Understanding Empathy and Needs-Based Awareness

ONE

Introducing the Third Dimension and Integrated Clarity®

Greed is out. Empathy is in.

—Frans de Waal, The Age of Empathy: Nature’s Lessons for a Kinder Society

As humanity evolves, we are constantly being invited to expand our view of ourselves and the world. This creates enormous changes in our workplaces and the way we relate to one another at work. But sometimes it isn’t easy for us to comprehend that next dimension in our evolution.

This book introduces a way to bring empathy into the workplace— to create a new dimension of increased harmony, productivity, and success to both individuals and organizations. As I spoke of this new paradigm in the fall 2004 keynote address for the University of Arizona’s College of Fine Arts’ opening convocation, I told the following story of Flatland and Spaceland. My talk marked the beginning of a thirteen-month strategic planning and dialogue project I was hired to conduct with the college management and staff. They were about to be introduced to a new dimension—the one you will experience and other managers, employees, and business owners are coming to know, if you put into action what you read in this book.

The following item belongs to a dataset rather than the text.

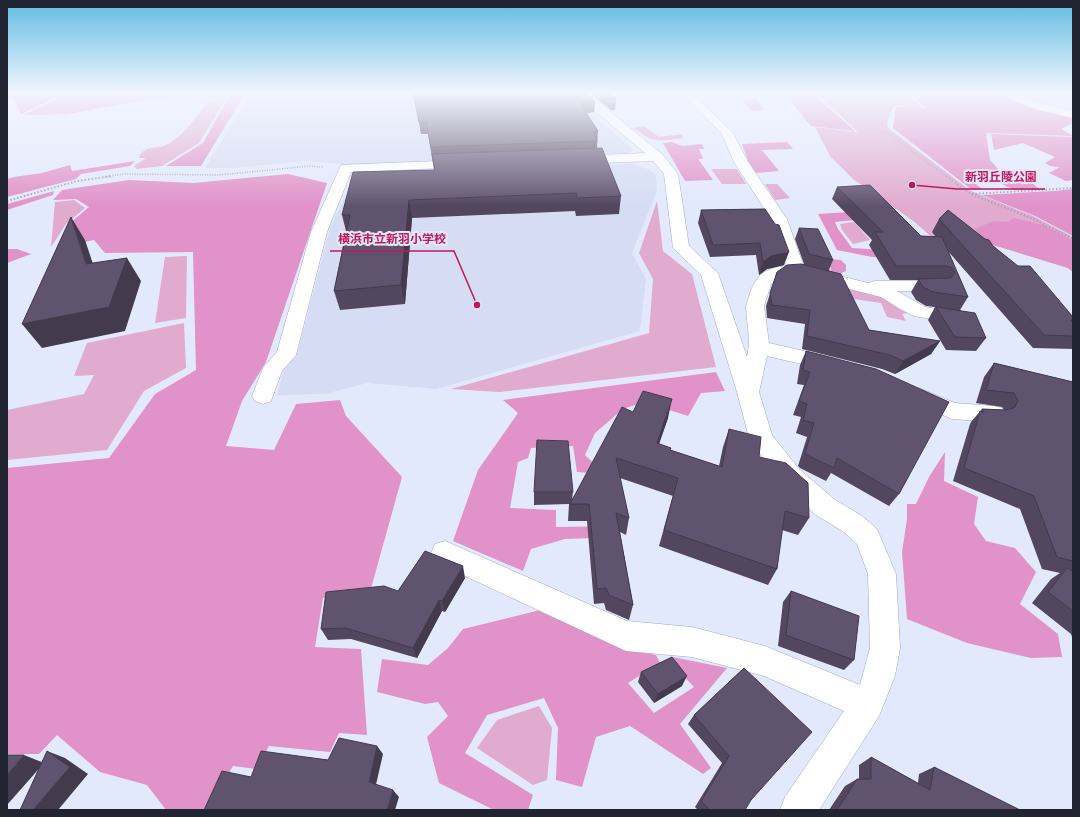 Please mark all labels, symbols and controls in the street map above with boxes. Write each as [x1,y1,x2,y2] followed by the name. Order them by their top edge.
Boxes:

MOVING FROM FLATLAND TO SPACELAND

The day before the convocation, Dean Maurice Sevigny asked me what I was planning to talk about. He had a regular practice of reading all the latest management and organization development books as a way to support his college in an economy of dwindling funds for the arts. I think he was surprised by my answer.

I asked him if he knew of a book called Flatland.¹

No, I haven’t read that one, he said. When was it published?

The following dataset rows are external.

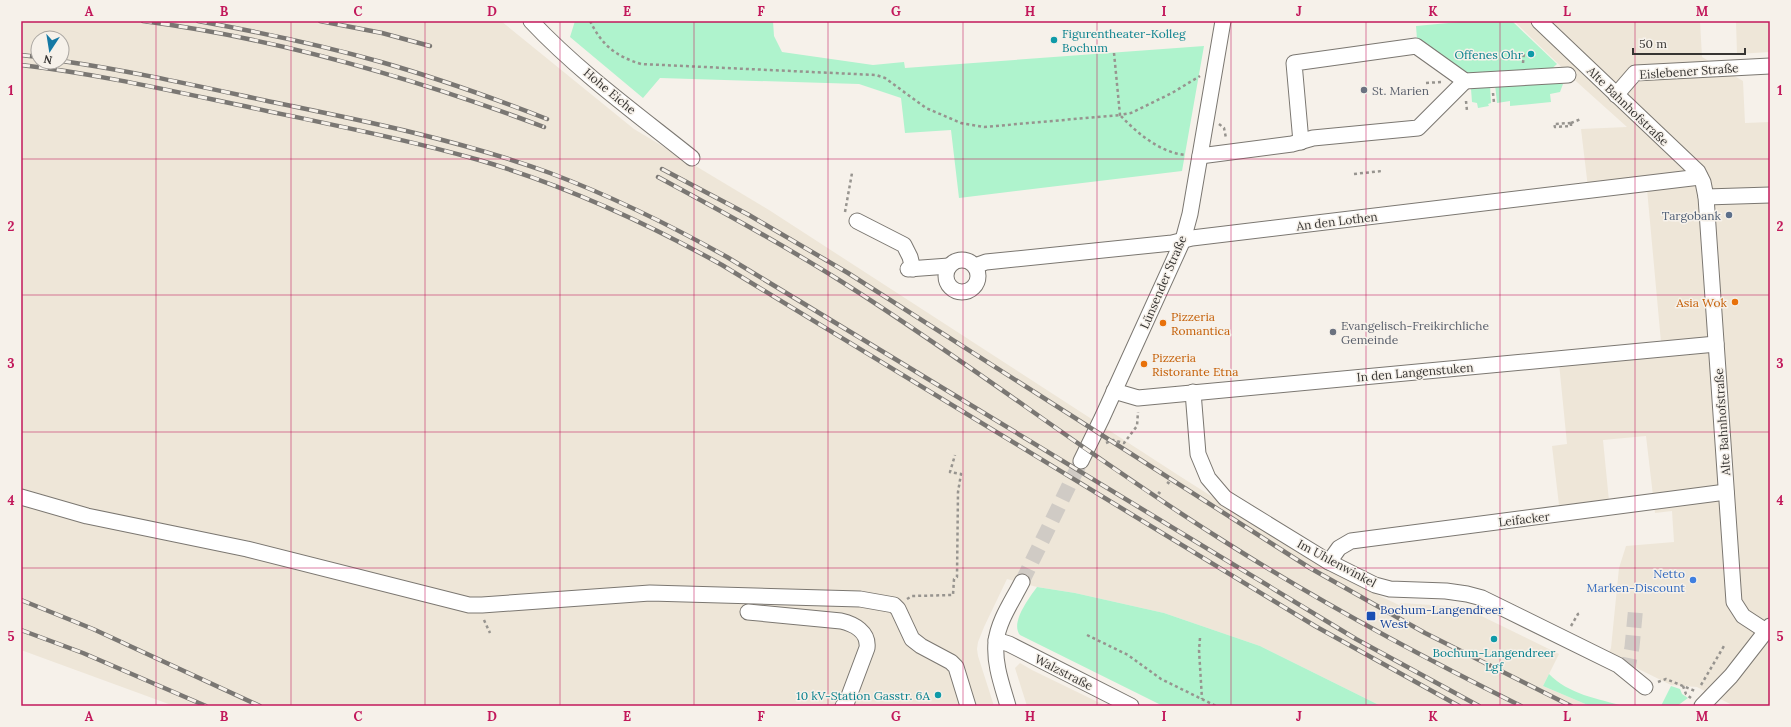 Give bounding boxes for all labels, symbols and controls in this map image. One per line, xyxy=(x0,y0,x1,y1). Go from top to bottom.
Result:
text: A xyxy=(85,3,94,20)
text: B xyxy=(220,3,229,20)
text: C xyxy=(354,3,363,20)
text: D xyxy=(487,3,497,20)
text: E xyxy=(623,3,631,20)
text: F xyxy=(757,3,765,20)
text: G xyxy=(891,3,901,20)
text: H xyxy=(1025,3,1035,20)
text: I xyxy=(1161,3,1167,20)
text: J xyxy=(1296,3,1302,20)
text: K xyxy=(1428,3,1438,20)
text: L xyxy=(1563,3,1571,20)
text: M xyxy=(1696,3,1709,20)
place label: Figurentheater-Kolleg Bochum xyxy=(1062,26,1186,55)
north arrow xyxy=(30,30,70,70)
scale bar xyxy=(1633,30,1745,56)
marker: Figurentheater-Kolleg Bochum xyxy=(1049,35,1059,45)
text: 50 m xyxy=(1639,36,1667,51)
place label: Offenes Ohr xyxy=(1454,47,1524,62)
marker: Offenes Ohr xyxy=(1526,49,1536,59)
text: N xyxy=(42,52,54,68)
street label: Eislebener Straße xyxy=(1639,60,1739,82)
street label: Alte Bahnhofstraße xyxy=(1583,63,1672,149)
street label: Hohe Eiche xyxy=(581,65,640,118)
text: 1 xyxy=(8,82,14,99)
text: 1 xyxy=(1777,82,1783,99)
place label: St. Marien xyxy=(1372,83,1429,98)
marker: St. Marien xyxy=(1359,85,1369,95)
place label: Targobank xyxy=(1662,208,1722,223)
street label: An den Lothen xyxy=(1295,209,1378,234)
marker: Targobank xyxy=(1724,210,1734,220)
text: 2 xyxy=(8,218,15,235)
text: 2 xyxy=(1777,218,1784,235)
street label: Lünsender Straße xyxy=(1137,233,1190,331)
place label: Asia Wok xyxy=(1675,295,1728,310)
marker: Asia Wok xyxy=(1730,297,1740,307)
place label: Pizzeria Romantica xyxy=(1171,309,1230,338)
marker: Pizzeria Romantica xyxy=(1158,318,1168,328)
place label: Evangelisch-Freikirchliche Gemeinde xyxy=(1341,318,1489,347)
marker: Evangelisch-Freikirchliche Gemeinde xyxy=(1328,327,1338,337)
place label: Pizzeria Ristorante Etna xyxy=(1152,350,1238,379)
text: 3 xyxy=(7,355,15,372)
text: 3 xyxy=(1776,355,1784,372)
marker: Pizzeria Ristorante Etna xyxy=(1139,359,1149,369)
street label: In den Langenstuken xyxy=(1356,359,1474,385)
street label: Alte Bahnhofstraße xyxy=(1711,367,1733,477)
text: 4 xyxy=(7,492,15,509)
text: 4 xyxy=(1776,492,1784,509)
street label: Leifacker xyxy=(1498,508,1551,530)
street label: Im Uhlenwinkel xyxy=(1295,536,1379,590)
place label: Netto Marken-Discount xyxy=(1587,566,1685,595)
marker: Netto Marken-Discount xyxy=(1688,575,1698,585)
place label: Bochum-Langendreer West xyxy=(1380,602,1504,631)
marker: Bochum-Langendreer West xyxy=(1365,610,1377,622)
text: 5 xyxy=(7,628,15,645)
text: 5 xyxy=(1776,628,1784,645)
marker: Bochum-Langendreer Lgf xyxy=(1489,634,1499,644)
place label: Bochum-Langendreer Lgf xyxy=(1432,645,1556,674)
street label: Walzstraße xyxy=(1032,651,1096,693)
place label: 10 kV-Station Gasstr. 6A xyxy=(796,688,930,703)
marker: 10 kV-Station Gasstr. 6A xyxy=(933,690,943,700)
text: A xyxy=(85,708,94,725)
text: B xyxy=(220,708,229,725)
text: C xyxy=(354,708,363,725)
text: D xyxy=(487,708,497,725)
text: E xyxy=(623,708,631,725)
text: F xyxy=(757,708,765,725)
text: G xyxy=(891,708,901,725)
text: H xyxy=(1025,708,1035,725)
text: I xyxy=(1161,708,1167,725)
text: J xyxy=(1296,708,1302,725)
text: K xyxy=(1428,708,1438,725)
text: L xyxy=(1563,708,1571,725)
text: M xyxy=(1696,708,1709,725)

Eighteen eighty-four, I replied.

Eighteen eighty-four! The dean laughed, but his look begged further clarification so I briefly explained my plan.

The next day, I began my talk with the story of Flatland, a short novel written by Englishman Edwin Abbot. It’s a story about a two-dimensional world where inhabitants can only perceive length and width. They are called Flatlanders. The main character is a Square, who is married to a Line and has two sons, both Hexagons.

One dark night, the Square is visited by a Sphere, a three-dimensional ball. In Flatland, when a three-dimensional ball-shaped object passes through their world, Flatlanders can’t comprehend its depth or fullness.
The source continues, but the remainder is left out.